Born to Polish immigrants in 1931, Kopa used professional football as an escape from the hardship of working in the coalmines. In 1949, he was signed by Angers before moving to Stade Reims in 1951. He won two French league championships while playing for Reims and led them to the European Cup final.
Days before facing Real Madrid in that final, Kopa was signed by Los Blancos due to Bernabeu’s confidence regarding the Frenchman’s quality and fit in the Spanish capital. He was quickly vindicated with Los Blancos winning Kopa’s friendly debut 14-1 against Sochaux. At 5 foot 6 inches, Kopa was nicknamed the Napoleon of football. He had a fantastic ability for dribbling at close quarters and possessed supreme match intelligence, making him a perfect fit on the right wing for Real. Kopa won six trophies in three seasons with Real, he also won the 1958 Ballon D’or, the first Frenchman to do so. He returned to Stade Reims in 1959 and retired from the game in 1967, at the age of 35. He died in March 2017 and is still hailed by some as the greatest attacking midfielder of all time.
Amanico Amaro (1962-1976)
Following Kopa’s departure, several players attempted to fill the void he left at seven. Canario wore it during the 1960 European final mauling of Eintracht Frankfurt while Jesus Herrara wore it in the final defeat to Benfica two years later. It was, however, 23-year-old Amanico Amaro who managed to fill the void.

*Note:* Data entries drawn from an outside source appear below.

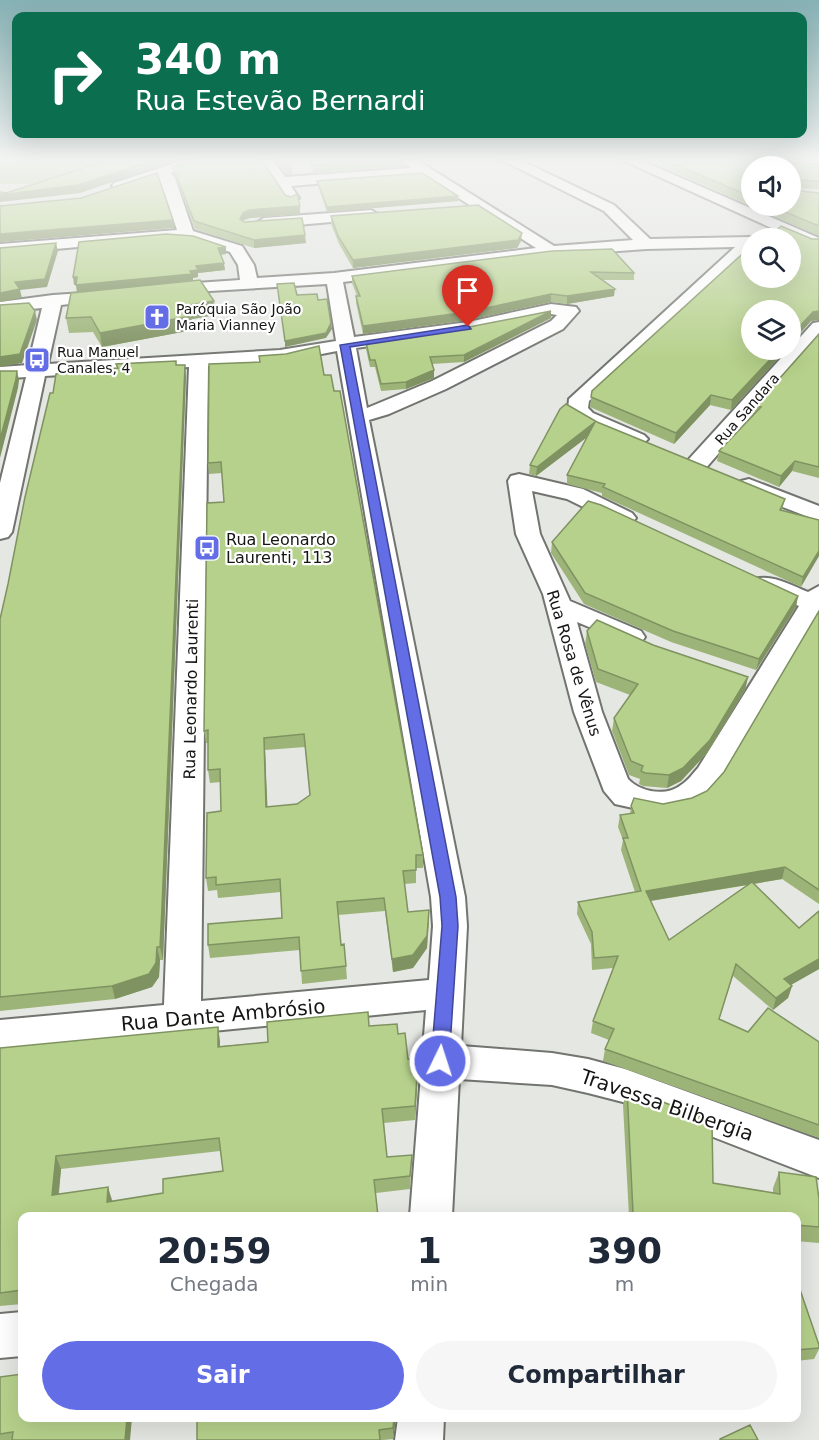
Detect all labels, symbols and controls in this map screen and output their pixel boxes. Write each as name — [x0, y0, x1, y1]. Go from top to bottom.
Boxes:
text: 340 m — [135, 35, 281, 84]
icon: right — [36, 36, 114, 114]
text: Rua Estevão Bernardi — [135, 85, 425, 116]
map controls — [741, 156, 801, 360]
button: sound — [741, 156, 801, 216]
button: search — [741, 228, 801, 288]
pin — [442, 265, 493, 327]
icon: arrive — [451, 274, 484, 307]
button: layers — [741, 300, 801, 360]
place label: Paróquia São João Maria Vianney — [176, 301, 301, 333]
church icon: Paróquia São João Maria Vianney — [142, 302, 172, 332]
place label: Rua Manuel Canales, 4 — [57, 344, 139, 376]
bus stop icon: Rua Manuel Canales, 4 — [22, 345, 52, 375]
street label: Rua Sandara — [712, 370, 782, 448]
place label: Rua Leonardo Laurenti, 113 — [226, 530, 336, 567]
bus stop icon: Rua Leonardo Laurenti, 113 — [192, 533, 222, 563]
street label: Rua Rosa de Vênus — [543, 587, 605, 739]
street label: Rua Leonardo Laurenti — [180, 598, 202, 780]
street label: Rua Dante Ambrósio — [120, 994, 326, 1036]
position arrow — [408, 1029, 472, 1093]
street label: Travessa Bilbergia — [576, 1064, 757, 1146]
text: 20:59 — [157, 1230, 271, 1271]
text: 1 — [417, 1230, 442, 1271]
text: 390 — [587, 1230, 662, 1271]
text: Chegada — [170, 1272, 259, 1296]
text: min — [410, 1272, 448, 1296]
text: m — [615, 1272, 634, 1296]
button: Sair — [42, 1341, 404, 1410]
button: Compartilhar — [416, 1341, 777, 1410]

Of all the players to wear the number seven, Amaro could probably claim to be among the most influential. Following his time at the club, the number seven became more player focused at Real Madrid rather than the positional marker it had been before. He also started building the mystique that now surrounds the number seven.
Amaro was born in October 1939. He began his playing career at Victoria at the tender age of 15, a short four year spell earned him a move to Segunda side Deportivo La Coruna in 1958. It was here that the Galician built his reputation and earned his nickname, El Brujo (the wizard), due to his sublime dribbling skills. In 1961-62, he won the Segunda Pichichi as Deportivo were promoted to LaLiga as Segunda champions. His performances didn’t go unnoticed and Real Madrid signed him for a record fee in 1962.

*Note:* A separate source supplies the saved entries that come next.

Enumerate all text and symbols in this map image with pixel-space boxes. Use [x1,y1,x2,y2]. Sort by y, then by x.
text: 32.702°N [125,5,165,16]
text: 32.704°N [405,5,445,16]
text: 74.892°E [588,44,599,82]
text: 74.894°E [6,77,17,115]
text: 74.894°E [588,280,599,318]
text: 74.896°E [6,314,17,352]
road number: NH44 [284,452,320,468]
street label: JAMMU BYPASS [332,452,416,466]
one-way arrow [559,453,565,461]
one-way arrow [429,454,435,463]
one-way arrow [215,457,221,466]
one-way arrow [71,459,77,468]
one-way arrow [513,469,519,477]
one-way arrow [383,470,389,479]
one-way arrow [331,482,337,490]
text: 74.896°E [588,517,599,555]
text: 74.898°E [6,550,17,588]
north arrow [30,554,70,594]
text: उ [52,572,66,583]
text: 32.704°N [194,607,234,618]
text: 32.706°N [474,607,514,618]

The Spanish winger proved inspirational across his 14 year stay at the Bernabeu, winning nine league titles and helping Real Madrid to their sixth European Cup, scoring the equaliser in the final against Partizan Belgrade. His willingness to adapt prolonged his playing career in the Spanish capital, eventually retiring at the age of 37. Following retirement, he managed Real Madrid Castilla and famously won the Segunda division title in 1984.
From Amaro’s retirement until Ronaldo’s departure in 2018, the number seven continued to find fitting backs to call home. The first to follow El Brujo was Juan Gomez Gonzalez or Juanito. Juanito came to Real Madrid from Burgos in the summer of 1977. The Malaga native is one in a long list of Real Madrid legends to have started his playing career at Atletico Madrid, however, Juanito’s ambition was always to ply his trade in white.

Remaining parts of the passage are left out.